Perception begins with activation of receptors in the eye, ear, skin, nose, mouth, and additional receptors inside the body. This activation results in electrical signals that are transmitted to the brain, where perception occurs. The task of the physiological approach to perception is to understand this process. The origins of the physiological approach can be traced back to the early philosophers and physicians. This entry covers this historical background, followed by consideration of stimuli for perception, receptor activity, and molecular processes, neural processing and neural responding, organization of sensory systems, the sensory code, making connections between physiology and perception, and how the physiological approach has been extended beyond “perception” to include recognition and action.

Historical Background

Early thinking about the physiology of the mind focused on determining the anatomical structures involved in the operation of the mind.

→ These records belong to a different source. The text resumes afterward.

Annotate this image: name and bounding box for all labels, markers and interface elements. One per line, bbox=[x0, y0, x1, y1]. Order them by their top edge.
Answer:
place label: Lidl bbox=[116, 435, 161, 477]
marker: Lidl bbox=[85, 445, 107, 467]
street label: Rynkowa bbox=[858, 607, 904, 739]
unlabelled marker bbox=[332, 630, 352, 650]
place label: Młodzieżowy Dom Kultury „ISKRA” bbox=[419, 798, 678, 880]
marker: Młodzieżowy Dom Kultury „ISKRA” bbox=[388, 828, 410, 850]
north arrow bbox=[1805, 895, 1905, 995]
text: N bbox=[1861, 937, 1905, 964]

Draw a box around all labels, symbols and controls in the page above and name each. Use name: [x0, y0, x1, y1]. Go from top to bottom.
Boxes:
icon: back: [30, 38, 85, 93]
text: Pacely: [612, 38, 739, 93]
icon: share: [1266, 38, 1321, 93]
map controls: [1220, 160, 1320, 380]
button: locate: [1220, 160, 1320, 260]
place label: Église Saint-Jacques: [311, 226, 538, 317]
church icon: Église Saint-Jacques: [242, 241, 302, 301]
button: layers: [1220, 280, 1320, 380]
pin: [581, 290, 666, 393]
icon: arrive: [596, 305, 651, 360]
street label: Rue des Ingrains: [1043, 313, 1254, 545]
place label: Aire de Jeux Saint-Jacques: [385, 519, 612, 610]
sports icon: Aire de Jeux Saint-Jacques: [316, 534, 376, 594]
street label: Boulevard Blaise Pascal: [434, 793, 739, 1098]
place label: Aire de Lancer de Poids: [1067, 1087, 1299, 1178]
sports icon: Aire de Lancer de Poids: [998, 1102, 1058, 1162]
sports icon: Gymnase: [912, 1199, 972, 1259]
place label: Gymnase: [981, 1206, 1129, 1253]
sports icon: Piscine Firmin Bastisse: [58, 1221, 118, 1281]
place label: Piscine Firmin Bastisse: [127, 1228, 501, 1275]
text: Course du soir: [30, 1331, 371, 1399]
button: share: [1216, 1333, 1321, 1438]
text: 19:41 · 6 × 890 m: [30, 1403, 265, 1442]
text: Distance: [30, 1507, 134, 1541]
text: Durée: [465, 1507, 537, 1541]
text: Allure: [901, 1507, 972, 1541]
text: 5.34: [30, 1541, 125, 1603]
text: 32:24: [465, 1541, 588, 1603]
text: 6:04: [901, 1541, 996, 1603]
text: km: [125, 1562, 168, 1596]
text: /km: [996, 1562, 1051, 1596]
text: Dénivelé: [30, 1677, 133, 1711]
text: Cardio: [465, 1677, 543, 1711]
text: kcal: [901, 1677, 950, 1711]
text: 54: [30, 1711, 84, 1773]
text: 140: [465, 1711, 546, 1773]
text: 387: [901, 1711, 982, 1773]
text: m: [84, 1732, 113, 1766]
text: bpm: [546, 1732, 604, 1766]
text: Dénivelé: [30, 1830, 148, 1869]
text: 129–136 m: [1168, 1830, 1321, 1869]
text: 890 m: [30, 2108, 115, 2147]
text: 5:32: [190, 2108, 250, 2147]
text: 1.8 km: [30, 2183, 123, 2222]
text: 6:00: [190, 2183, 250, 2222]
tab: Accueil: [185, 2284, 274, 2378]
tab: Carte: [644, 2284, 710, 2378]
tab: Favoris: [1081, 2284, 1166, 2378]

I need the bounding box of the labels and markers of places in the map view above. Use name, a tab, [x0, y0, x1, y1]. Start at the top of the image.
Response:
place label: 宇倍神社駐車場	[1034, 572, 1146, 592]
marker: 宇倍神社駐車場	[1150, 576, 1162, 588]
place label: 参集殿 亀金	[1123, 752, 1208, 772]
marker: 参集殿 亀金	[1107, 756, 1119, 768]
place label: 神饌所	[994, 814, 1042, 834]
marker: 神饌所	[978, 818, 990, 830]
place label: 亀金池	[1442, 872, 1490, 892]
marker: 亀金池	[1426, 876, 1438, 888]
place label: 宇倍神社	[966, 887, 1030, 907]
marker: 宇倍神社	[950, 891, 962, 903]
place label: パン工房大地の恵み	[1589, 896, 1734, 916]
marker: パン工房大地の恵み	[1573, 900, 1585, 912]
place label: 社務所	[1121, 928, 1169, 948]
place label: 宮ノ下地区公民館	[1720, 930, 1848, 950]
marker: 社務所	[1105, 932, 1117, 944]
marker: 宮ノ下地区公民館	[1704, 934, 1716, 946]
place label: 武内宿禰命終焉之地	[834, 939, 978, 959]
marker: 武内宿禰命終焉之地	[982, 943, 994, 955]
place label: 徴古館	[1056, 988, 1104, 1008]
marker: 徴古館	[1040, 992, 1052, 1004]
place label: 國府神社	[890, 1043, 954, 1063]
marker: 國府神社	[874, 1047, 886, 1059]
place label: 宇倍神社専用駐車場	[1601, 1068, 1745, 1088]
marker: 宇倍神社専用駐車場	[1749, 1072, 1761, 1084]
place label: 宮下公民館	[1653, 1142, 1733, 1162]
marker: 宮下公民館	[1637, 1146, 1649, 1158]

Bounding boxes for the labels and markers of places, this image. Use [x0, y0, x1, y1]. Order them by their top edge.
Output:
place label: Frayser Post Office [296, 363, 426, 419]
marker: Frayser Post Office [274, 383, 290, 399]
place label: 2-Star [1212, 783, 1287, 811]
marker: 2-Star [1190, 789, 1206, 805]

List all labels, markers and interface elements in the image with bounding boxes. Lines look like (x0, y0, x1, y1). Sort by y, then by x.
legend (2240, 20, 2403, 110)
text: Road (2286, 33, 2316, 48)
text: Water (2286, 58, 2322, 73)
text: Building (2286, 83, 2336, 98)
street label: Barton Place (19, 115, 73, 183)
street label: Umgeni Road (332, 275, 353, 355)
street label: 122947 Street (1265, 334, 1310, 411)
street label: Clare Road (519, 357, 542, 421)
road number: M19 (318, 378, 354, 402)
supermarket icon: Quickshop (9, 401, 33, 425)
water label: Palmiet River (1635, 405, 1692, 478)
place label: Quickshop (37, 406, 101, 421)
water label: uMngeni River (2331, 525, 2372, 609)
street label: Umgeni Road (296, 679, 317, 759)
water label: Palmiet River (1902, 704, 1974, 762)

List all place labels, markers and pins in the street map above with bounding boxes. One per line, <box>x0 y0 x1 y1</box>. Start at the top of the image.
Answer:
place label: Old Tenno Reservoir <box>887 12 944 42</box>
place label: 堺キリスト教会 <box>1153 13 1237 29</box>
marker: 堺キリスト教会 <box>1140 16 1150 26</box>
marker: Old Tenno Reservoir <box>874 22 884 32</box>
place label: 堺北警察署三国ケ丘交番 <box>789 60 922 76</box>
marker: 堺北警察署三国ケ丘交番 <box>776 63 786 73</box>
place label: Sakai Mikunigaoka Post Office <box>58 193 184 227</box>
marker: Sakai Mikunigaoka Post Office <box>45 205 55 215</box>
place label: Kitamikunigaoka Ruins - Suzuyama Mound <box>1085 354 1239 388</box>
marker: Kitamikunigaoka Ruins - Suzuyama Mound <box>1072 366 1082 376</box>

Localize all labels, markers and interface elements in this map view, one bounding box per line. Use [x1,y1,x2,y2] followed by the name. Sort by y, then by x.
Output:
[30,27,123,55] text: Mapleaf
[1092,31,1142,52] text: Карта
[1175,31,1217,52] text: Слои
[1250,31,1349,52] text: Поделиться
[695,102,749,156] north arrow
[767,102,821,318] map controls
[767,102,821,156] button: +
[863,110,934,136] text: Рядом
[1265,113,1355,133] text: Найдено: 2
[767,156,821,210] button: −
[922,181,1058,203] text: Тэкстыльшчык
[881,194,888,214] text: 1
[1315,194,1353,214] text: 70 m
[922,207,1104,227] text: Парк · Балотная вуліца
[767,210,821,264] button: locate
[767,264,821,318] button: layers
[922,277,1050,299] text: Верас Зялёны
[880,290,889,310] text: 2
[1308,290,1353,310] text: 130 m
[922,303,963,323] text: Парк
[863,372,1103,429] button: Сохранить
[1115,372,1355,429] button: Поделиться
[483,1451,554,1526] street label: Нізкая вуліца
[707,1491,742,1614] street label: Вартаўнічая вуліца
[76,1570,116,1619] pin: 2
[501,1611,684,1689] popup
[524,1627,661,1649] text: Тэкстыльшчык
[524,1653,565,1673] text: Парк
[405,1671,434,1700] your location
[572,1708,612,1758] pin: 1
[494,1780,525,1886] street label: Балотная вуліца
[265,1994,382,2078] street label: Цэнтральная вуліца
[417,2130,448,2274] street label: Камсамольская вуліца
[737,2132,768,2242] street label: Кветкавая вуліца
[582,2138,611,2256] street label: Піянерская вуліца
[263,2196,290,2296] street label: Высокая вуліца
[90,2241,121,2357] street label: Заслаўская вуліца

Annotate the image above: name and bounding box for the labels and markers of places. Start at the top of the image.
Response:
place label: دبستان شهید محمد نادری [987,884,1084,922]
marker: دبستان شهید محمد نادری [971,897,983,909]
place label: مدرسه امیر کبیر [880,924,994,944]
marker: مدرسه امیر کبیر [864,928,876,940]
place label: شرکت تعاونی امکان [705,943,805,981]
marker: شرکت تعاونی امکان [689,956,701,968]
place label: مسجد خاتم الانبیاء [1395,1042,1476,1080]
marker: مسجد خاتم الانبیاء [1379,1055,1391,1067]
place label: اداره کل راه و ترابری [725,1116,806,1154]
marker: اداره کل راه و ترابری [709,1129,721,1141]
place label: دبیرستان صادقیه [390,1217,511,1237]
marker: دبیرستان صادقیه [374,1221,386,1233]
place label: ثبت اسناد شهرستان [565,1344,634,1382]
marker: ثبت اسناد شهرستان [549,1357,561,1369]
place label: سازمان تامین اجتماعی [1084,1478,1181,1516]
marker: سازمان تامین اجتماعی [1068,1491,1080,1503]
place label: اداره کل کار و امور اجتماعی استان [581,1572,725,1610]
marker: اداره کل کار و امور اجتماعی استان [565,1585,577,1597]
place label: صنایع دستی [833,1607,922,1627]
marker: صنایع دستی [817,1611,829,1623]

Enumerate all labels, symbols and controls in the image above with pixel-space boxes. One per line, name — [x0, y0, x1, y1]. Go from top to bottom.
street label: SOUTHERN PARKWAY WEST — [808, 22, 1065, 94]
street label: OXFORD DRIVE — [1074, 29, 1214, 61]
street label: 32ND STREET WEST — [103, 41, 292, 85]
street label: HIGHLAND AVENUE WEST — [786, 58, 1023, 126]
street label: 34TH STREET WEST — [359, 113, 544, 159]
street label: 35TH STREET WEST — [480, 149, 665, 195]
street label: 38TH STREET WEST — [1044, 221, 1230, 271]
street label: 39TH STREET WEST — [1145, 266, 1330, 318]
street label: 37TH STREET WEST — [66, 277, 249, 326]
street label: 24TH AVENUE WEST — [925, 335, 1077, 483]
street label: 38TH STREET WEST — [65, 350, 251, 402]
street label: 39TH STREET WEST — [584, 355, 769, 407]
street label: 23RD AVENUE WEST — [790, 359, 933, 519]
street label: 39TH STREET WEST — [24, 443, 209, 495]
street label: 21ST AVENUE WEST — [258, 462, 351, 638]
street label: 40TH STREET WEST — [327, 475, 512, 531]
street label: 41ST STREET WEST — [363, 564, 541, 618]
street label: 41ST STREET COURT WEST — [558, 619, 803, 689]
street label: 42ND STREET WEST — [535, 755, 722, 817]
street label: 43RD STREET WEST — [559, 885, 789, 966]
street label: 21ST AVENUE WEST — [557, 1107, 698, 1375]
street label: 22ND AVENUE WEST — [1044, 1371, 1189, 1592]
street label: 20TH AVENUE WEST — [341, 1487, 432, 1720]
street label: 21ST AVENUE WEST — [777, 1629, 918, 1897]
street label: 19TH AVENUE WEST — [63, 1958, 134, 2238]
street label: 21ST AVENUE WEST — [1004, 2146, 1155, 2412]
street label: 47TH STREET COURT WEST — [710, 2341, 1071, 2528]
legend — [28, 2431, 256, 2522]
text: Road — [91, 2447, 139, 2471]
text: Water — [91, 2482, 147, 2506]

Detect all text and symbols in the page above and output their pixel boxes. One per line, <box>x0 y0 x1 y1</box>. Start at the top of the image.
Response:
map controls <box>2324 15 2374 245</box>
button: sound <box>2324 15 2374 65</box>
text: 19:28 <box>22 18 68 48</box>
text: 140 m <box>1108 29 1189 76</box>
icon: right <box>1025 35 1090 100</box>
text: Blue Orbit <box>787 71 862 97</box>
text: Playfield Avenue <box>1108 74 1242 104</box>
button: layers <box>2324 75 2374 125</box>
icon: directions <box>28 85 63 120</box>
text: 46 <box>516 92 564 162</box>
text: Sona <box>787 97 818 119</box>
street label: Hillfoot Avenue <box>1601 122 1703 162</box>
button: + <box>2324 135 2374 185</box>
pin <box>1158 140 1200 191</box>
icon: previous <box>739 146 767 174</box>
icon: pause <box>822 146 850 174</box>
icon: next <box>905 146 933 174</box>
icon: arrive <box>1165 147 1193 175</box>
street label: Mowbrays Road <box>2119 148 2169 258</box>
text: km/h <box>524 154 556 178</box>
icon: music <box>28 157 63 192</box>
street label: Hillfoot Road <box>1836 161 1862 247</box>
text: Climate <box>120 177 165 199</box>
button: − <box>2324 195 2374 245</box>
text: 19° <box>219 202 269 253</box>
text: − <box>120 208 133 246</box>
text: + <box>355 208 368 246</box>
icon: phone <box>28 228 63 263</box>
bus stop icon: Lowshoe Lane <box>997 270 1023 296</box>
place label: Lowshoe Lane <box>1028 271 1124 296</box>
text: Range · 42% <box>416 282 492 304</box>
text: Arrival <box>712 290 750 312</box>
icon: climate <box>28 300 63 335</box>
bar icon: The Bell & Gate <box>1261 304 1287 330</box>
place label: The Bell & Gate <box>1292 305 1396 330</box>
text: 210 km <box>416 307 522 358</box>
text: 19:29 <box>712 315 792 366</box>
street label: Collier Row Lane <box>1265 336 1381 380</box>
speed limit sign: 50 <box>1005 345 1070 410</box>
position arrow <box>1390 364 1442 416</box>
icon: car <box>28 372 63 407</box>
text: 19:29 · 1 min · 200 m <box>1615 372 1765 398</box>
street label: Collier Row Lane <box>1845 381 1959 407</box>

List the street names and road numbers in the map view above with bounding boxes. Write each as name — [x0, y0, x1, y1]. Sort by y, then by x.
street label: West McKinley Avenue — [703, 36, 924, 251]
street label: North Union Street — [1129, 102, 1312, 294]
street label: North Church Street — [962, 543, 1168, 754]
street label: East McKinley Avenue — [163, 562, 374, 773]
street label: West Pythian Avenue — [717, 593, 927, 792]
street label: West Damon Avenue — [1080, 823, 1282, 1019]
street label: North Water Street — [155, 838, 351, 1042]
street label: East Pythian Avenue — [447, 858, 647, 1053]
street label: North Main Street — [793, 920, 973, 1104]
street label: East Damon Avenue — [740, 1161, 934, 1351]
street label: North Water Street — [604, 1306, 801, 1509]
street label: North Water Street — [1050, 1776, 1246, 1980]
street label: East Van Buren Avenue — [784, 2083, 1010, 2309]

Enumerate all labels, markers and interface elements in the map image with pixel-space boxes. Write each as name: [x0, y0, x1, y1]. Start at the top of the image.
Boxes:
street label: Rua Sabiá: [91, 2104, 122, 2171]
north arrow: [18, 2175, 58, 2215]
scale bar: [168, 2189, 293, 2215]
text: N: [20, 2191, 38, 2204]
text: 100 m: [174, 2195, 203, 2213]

In the 4th century B.C.E., the philosopher Aristotle (384–322 B.C.E.) stated that the heart was the seat of the mind and the soul. The Greek physician Galen (ca. 130–200 C.E.) saw human health, thoughts, and emotions as being determined by four different “spirits” flowing from the ventricles—cavities in the center of the brain. This idea was accepted all the way through the Middle Ages and into the Renaissance in the 1500s and early 1600s. In the early 1630s, the philosopher Rene Descartes, although still accepting the idea of flowing spirits, specified the pineal gland, which was thought to be located over the ventricles, as the seat of the soul.

In 1664, Thomas Willis, a physician at the University of Oxford, published a book titled The Anatomy of the Brain, which was based on dissections of the brains of humans, dogs, sheep, and other animals. Willis concluded that the brain was responsible for mental functioning, that different functions were located in different regions of the brain, and that disorders of the brain were disorders of chemistry. Although these conclusions were correct, details of the mechanisms involved had to await the development of new technologies that would enable researchers to more accurately observe the brain's structure and to record electrical signals in the nervous system.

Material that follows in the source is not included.